5 – It’s on the inside of a sphere; you can look up and see the other dancefloor. Which would be difficult enough to handle if you were sober, and you definitely aren’t. Some people like to throw small change up into the centre to see if you can get it to float in the middle of the sphere; the bouncers kick you out if they catch you doing it, though.

6 – It’s Valhalla for ravers. If you die on a dancefloor – generally thanks to an overdose, dehydration, or looking at the wrong guy in the wrong way and getting your head kicked in – then you come here, and dance all night, and sleep all day in the back of the chillout room. It’s jam-packed with the most hardcore party people available from throughout time, and they’re all impossibly irritating to be around if you’re sober.

7 – They’ve been playing the same song for the last twelve years. It’s incredibly long, and they just turn it down and leave it running when the club closes. Regular attendees believe that the mysteries of the universe are contained within the song – eventually. It seems to be about two years behind whatever’s fashionable when you hear it, which is pretty good going considering it was written last century.

8 – The place is jam-packed full of birds; owls, crows, hawks, ravens, etc. The staff’s main job is cleaning up after them, but if you can deal with the droppings, it lends the place a fantastic ambience.

9 – It’s pitch black inside. Most of the things that come here can see in the dark, and indeed prefer to function without light, so they don’t need it. Torches (and therefore phones) are banned; you can use night-vision goggles to see what’s going on, but expect the other punters to laugh at you and try to steal them.

10 – It’s in a rooftop garden. The plants here are unnaturally lush and vibrant, no matter what time of year it is – you reckon that there must be a dryad in charge, or at the very least a druid – and, occasionally, you see a deer or a fox scampering away down one of the corridors. Some of the more elaborate cocktails come served in pitcher plants or sliced-open cacti; the regulars tend to stick to glasses, though.

Glimmers is a series where Chris and Grant, the creative leads behind Rowan, Rook & Decard, create an urban horror world through the use of Dx tables. Because who has time to read a full setting book?
[GLIMMERS.] The city is alive. The city is connected, with streams of light and noise and people, to every other city; they are all the same being, all branches of the same concrete-and-glass tree. There are streets between them, forgotten streets, with secret names and grim inhabitants. (And: there are wild-lands, dark places, the Spaces Between, where nothing seems right. Airport waiting rooms. Churches, at night. Backwater villages.)
There is vast power in the thrum of machines and the buzz of traffic, and it can be yours, for a price.

Image by electricnude on flickr

What’s under the church?

1 – Another church. Older, for a different religion; lots of crows, tapestries of a great and terrible crown. Roll again on this table to see what’s under this one.

2 – A roiling mass of worms.
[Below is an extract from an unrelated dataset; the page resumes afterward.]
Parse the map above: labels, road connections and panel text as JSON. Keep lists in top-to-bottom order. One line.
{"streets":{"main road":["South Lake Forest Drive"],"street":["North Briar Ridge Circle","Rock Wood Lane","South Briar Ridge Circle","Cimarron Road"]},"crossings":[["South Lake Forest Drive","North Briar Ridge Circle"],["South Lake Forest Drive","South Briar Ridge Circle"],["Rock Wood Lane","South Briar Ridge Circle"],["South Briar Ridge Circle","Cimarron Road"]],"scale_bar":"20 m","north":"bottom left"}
You can’t tell how far down they go, or what they’re surviving on down there. The door slams shut behind you.

3 – An underground cave system. Mostly it’s flooded, but the one dry-ish tunnel leads to the basement of a brothel in town.
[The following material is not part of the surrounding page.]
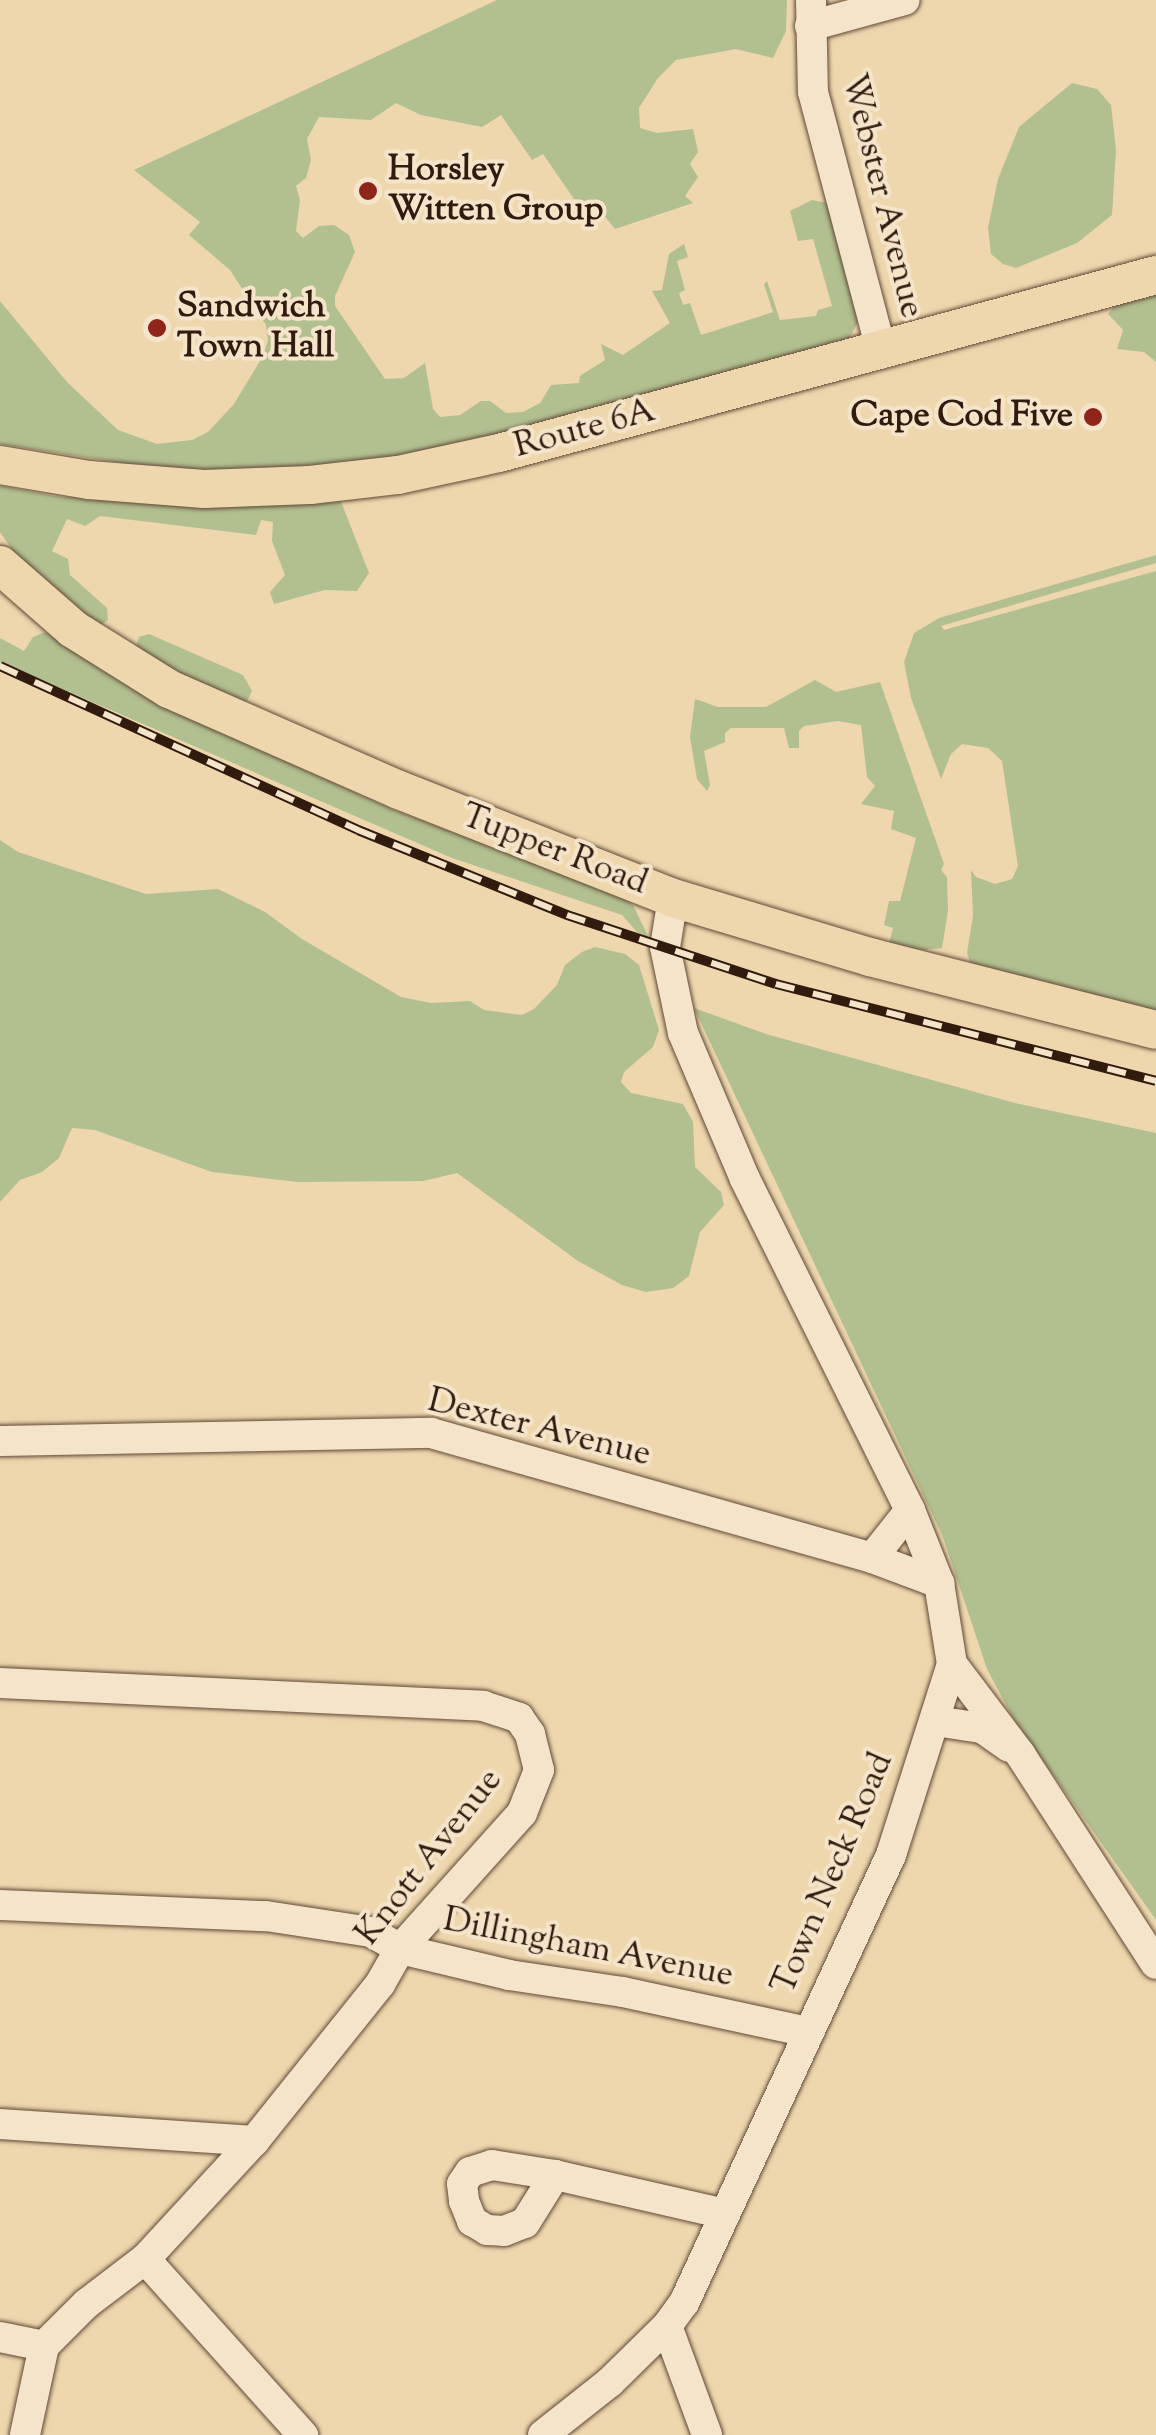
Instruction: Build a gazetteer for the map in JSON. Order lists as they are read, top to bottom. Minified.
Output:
{"streets":{"main road":["Route 6A","Tupper Road"],"street":["Webster Avenue","Dexter Avenue","Knott Avenue","Town Neck Road","Dillingham Avenue"]},"crossings":[["Webster Avenue","Route 6A"],["Tupper Road","Town Neck Road"],["Dexter Avenue","Town Neck Road"],["Knott Avenue","Dillingham Avenue"],["Town Neck Road","Dillingham Avenue"]],"places":["Horsley Witten Group","Sandwich Town Hall","Cape Cod Five"]}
4 – A forgotten library. It’s got the original religious texts of the church above it in there, but it seems like no-one knows it’s here. This would be an excellent opportunity to set yourself up in a prophecy of your own invention, if you’ve got a pen to hand.

5 – The anti-church. Built by a sect of True Neutral monks, this anti-church dwells beneath the above church and espouses completely different values for the sake of balance.
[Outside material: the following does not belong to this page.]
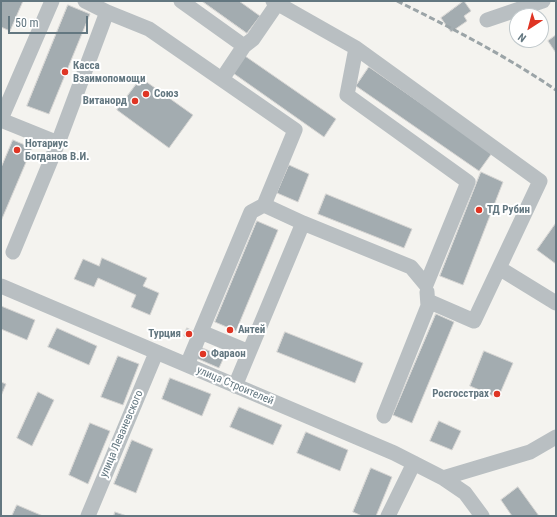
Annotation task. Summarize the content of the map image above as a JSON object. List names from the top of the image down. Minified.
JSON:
{"streets":{"street":["улица Строителей","улица Леваневского"]},"crossings":[["улица Строителей","улица Леваневского"]],"places":["Касса Взаимопомощи","Союз","Витанорд","Нотариус Богданов В.И.","ТД Рубин","Антей","Турция","Фараон","Росгосстрах"],"scale_bar":"50 m","north":"bottom left"}
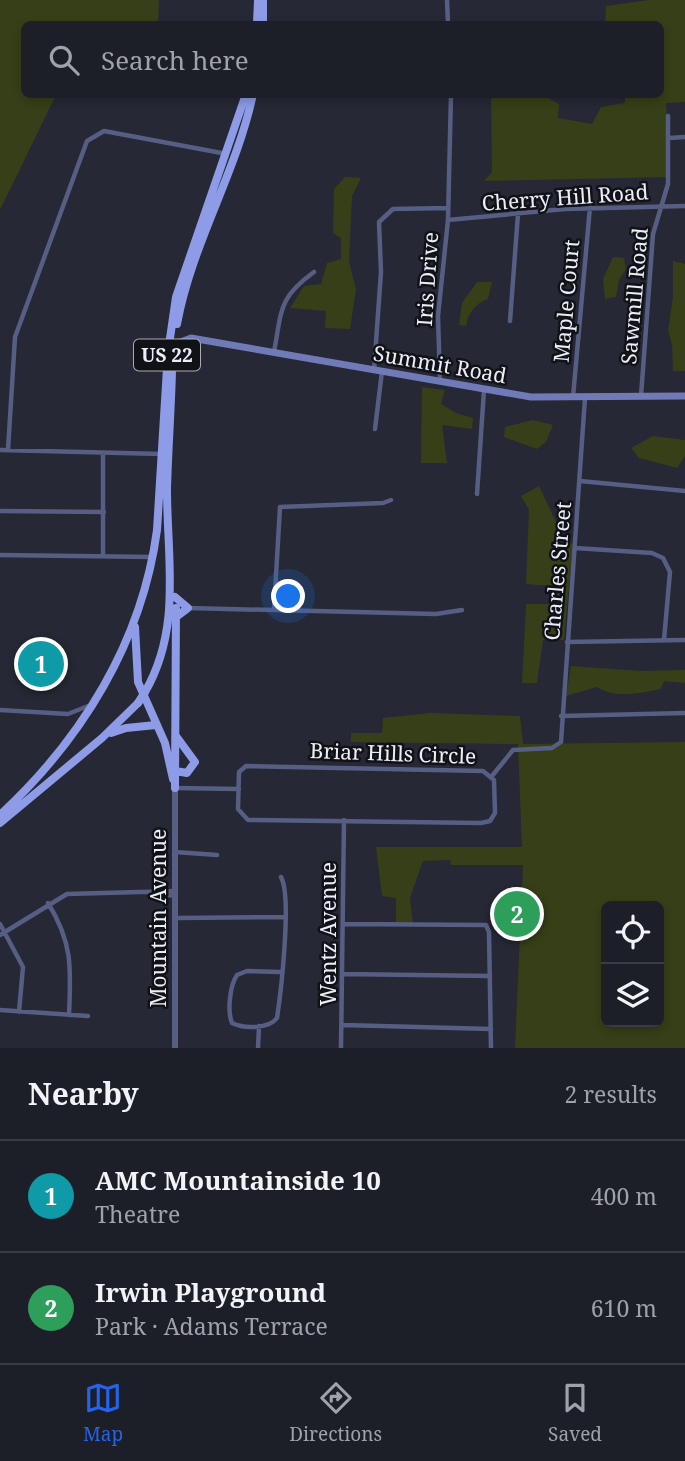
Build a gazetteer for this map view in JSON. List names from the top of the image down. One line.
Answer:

6 – A vault containing contraband treasure. Looks like it’s stamped with the insignia of the evil overlord who was cast down from his throne of blood thirty years ago. They (or anyone else who picked it up) would have a hell of a time shifting this. Why do they have it, anyway?

7 – A labyrinth, made out of repurposed wood. It’s filled with half-starving feral boars and the scant remains of the last people who came down here.

8 – A portal to heaven. At least: they reckon it’s a portal to heaven. It’s definitely a portal. The priests here are rapturing people from the local community after deeming them worthy of entrance into the great eternal. (God knows where it really goes, though. Would be a laugh if it actually was heaven, eh.)

9 – An enormous chasm, going way, way down. You can hear music – bells, flutes, pipes etc – and cackling coming from the bottom.

10 – A dark void. A magic hole in space and time, a portal to the elemental plane of No. The church was built on it to contain it, but their wards are failing, and now it’s only a couple of feet beneath the main altar.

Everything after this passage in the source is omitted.